Aircall AI Voice Agents can learn directly from your public-facing content to deliver accurate, consistent, and on-brand answers during customer calls. This is made possible through Knowledge Sources, which allow your AI Agent to reference trusted information in real time.This article explains what a knowledge base is, how it benefits your AI Agent, and the current limitations to be aware of.
What is a knowledge base?
A knowledge base is a centralized library of information about your company, such as products, services, and frequently asked questions. It helps ensure information is easy to find, easy to reference, and easy for your AI Agents to understand.
Aircall uses the content you provide, for example public webpages, to build a knowledge base that your AI Agents can rely on during customer conversations.
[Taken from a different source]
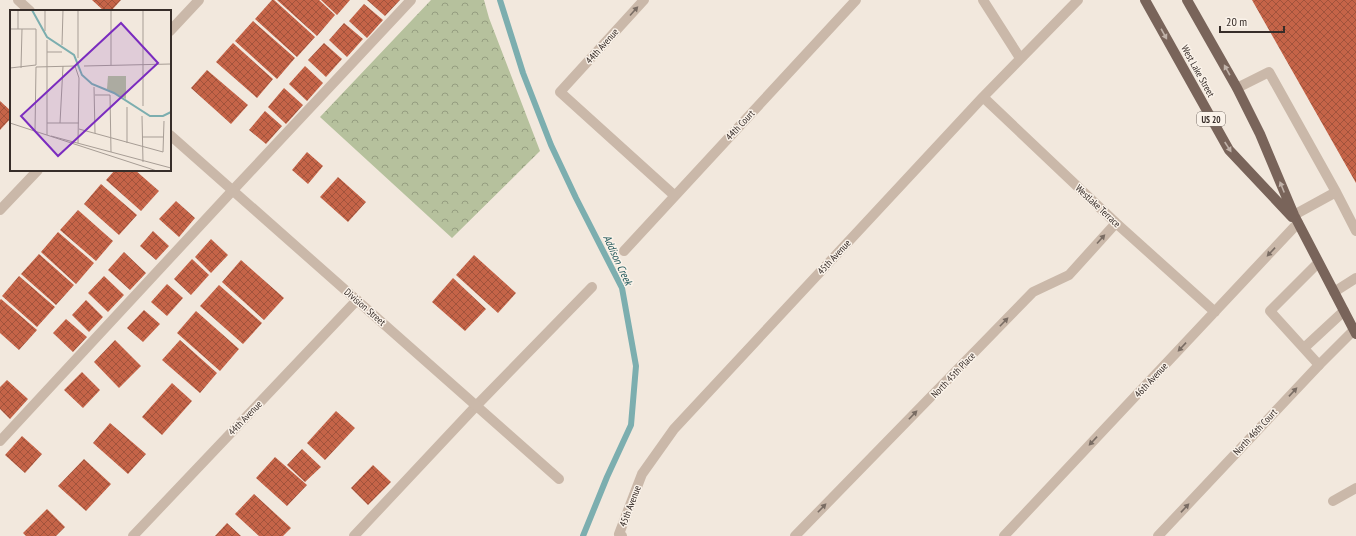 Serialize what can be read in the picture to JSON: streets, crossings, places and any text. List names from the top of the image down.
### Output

How knowledge sources help your AI Agents
Once your content is added as a Knowledge Source, your AI Agent can:
- Answer common questions using accurate, brand-approved information
- Maintain consistent messaging across calls
- Reduce repetitive manual responses
- Reference your content instantly during customer interactions
This ensures callers receive precise and helpful answers based directly on your own published information.
Supported content types
You can add new Knowledge Sources in the following ways:
- Block of content: Paste any plain text you want the agent to learn from
- Webpage: Add a single public URL
- Website: Add a main public domain, with optional subpages
- Existing sources: Reuse or update content you have already added
Note: All content added as a Knowledge Source must be publicly available.
Current limitations
To ensure the best results, be aware of the following limitations.
Gated or authentication-required pages
Knowledge Sources cannot ingest content from:
- Login-required pages
- Password-protected areas
- Internal portals or dashboards
- Pages behind paywalls
Only public URLs are supported.
Image-only content
If important information appears only as images, such as text embedded in images, diagrams, or screenshots, it may not be readable or usable by the AI Agent.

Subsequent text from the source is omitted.